Osmanlı Devleti'nin “altın çağı” hakkında Mehmet Öz: “Nasihat yazarları(nın), (…) Yavuz devri ve Kanûnî'nin saltanatının ilk yarısını bir nevî “altın çağ” olarak algıladıkları ve bozulmanın, kısmen Kanûnî'nin saltanatının ikinci yarısında, ama bir bütün olarak ve etkili bir şekilde III. Murad'ın tahta geçmesiyle (1574) başladığı tespitini yaptıkları”nı yazmaktadır.
“Osmanlı nasihat yazarları, “kanûn-ı kadîm”in ideal biçimde uygulandığı “Devlet-i Aliyye”nin olgunluk çağının Kanûnî Süleyman veya Yavuz Sultan Selim devri olduğu kanaatindedirler (…) Koçi Beğ, (…) Kanûnî'nin saltanatının ortalarına kadar işleri iyi yürüttüğünü ama daha sonra kadınların şaşırtması ve damadı Rüstem Paşa'nın entrikaları yüzünden oğlu Mustafa'yı öldürtmesinin bitmeyen kargaşaya sebep olduğunu yazar (…) Ancak şunu da belirtmeliyiz ki, düzenin bozulmasından en fazla sorumlu olan padişah III. Murad'dır. Gelibolulu Mustafa Âlî bu devirde yaşamış ve “bozulma”yı acı bir şekilde tenkit eden eserler kaleme almıştır” (Mehmet Öz, Osmanlı'da Çözülme ve Gelenekçi Yorumcuları, Dergâh Yayınları, 1997: 104).
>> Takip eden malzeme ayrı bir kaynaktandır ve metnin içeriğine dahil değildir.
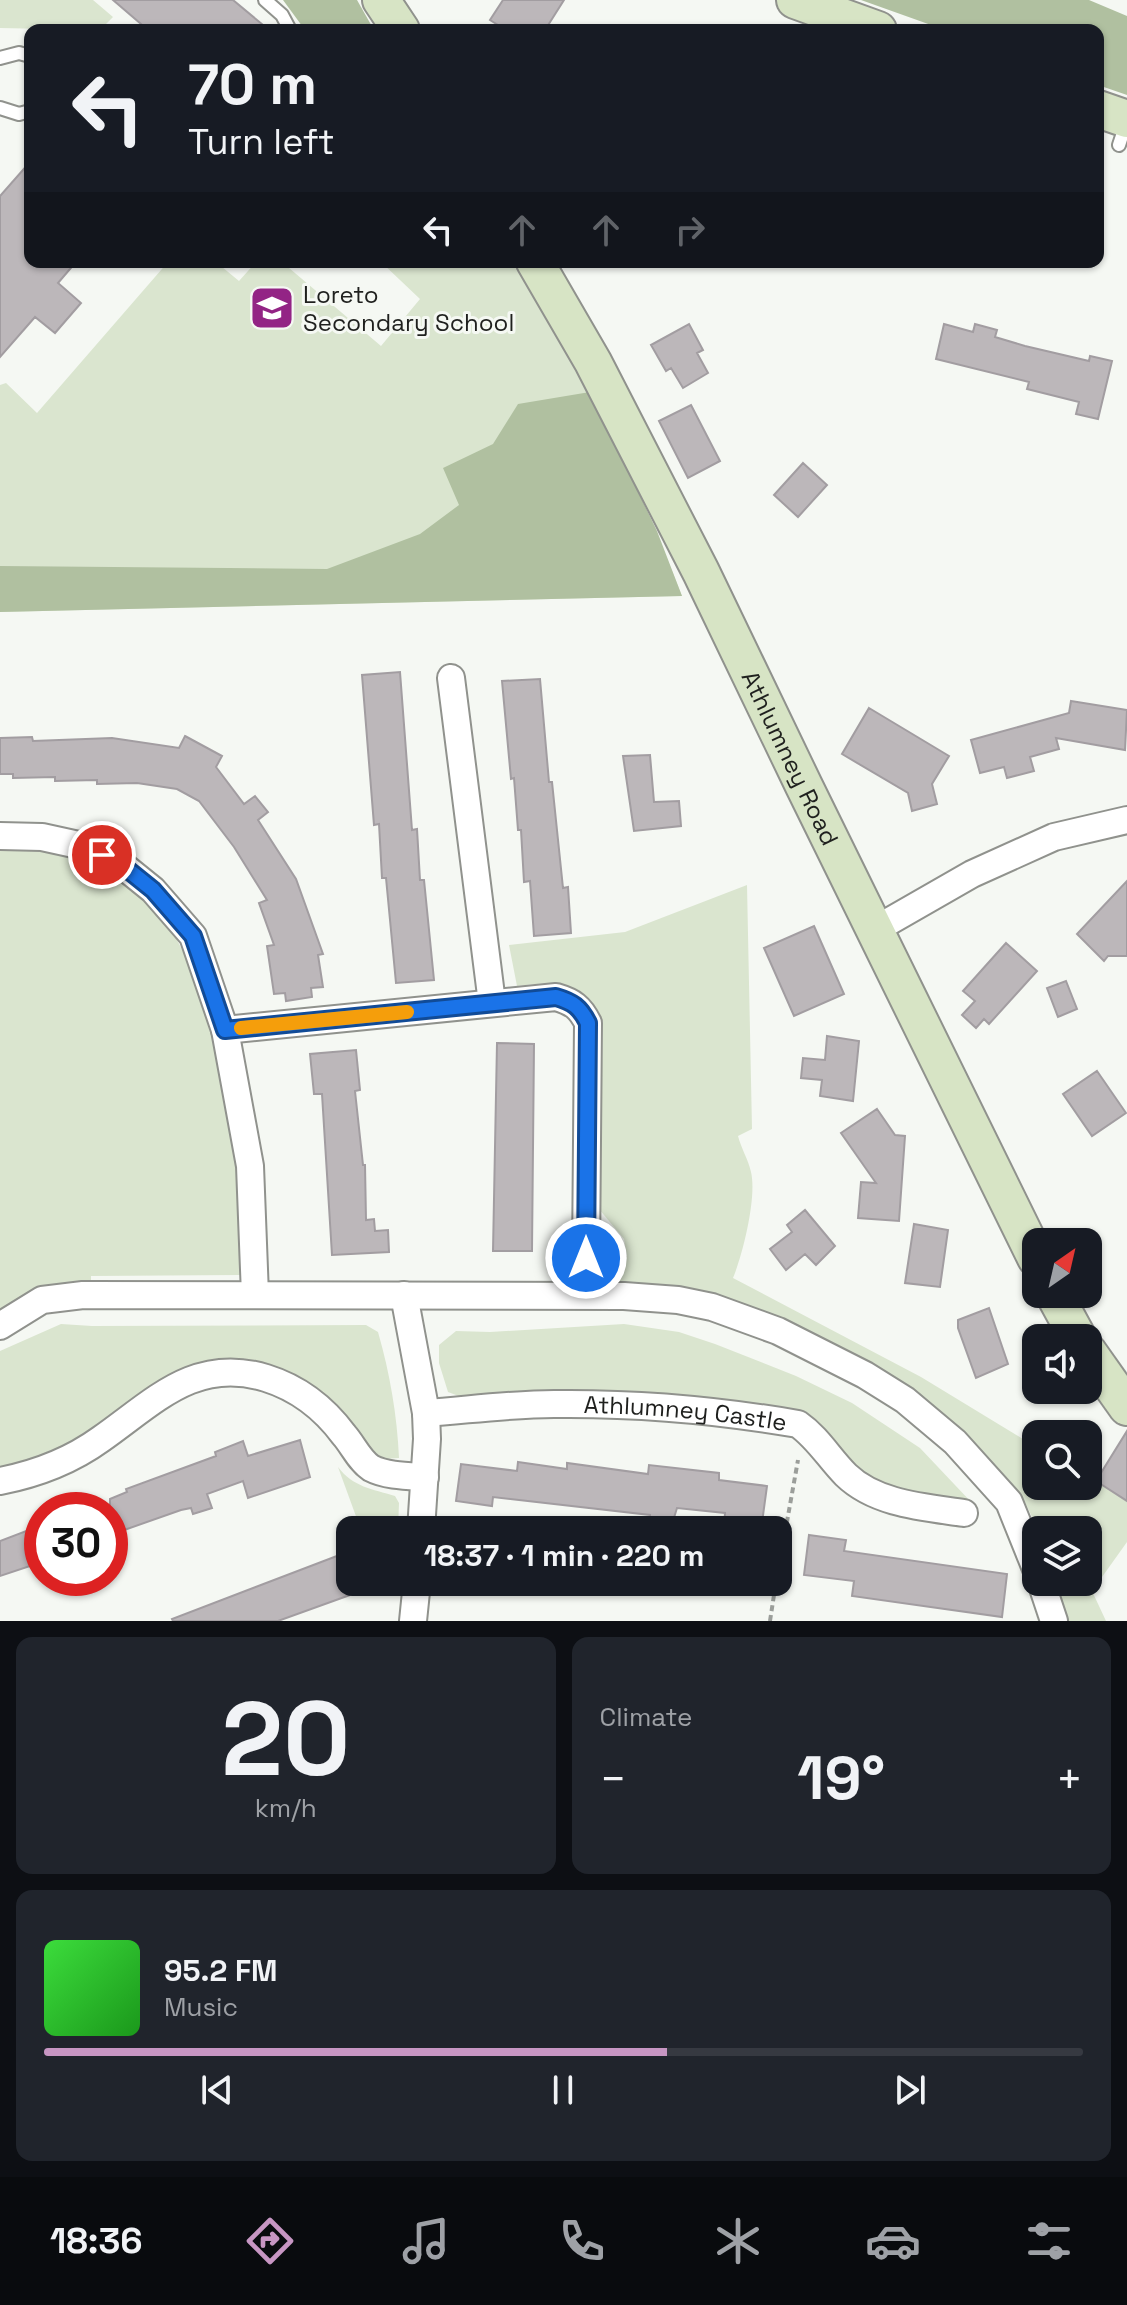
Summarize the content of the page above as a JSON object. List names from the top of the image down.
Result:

Mehmet Öz'ün Osmanlı Devleti'nin çözülmesi konusunda yazan yazarların eserlerini değerlendirerek getirdiği bu yorum esas alınırsa “Osmanlı altın çağı” ancak 1453-1529 arasındaki döneme tekabül ediyor. Yok, eğer Viyana Kuşatması (1529) esas alınmaz da III. Murad'ın saltanatının sonuna kadar olan dönemi “altın çağ” sayarsak 1453-1600 arasından bahis açıyoruz demektir. Dönemin Osmanlı Sultanları ise şöyle sıralanıyor: Sultan II. Mehmed (1451 - 1481); II. Bayezid (1481 - 1512); Yavuz Sultan Selim (1512 - 1520); Kanunî Sultan Süleyman (1520 - 1566); II. Selim (1566 - 1574); III. Murad (1574 - 1595).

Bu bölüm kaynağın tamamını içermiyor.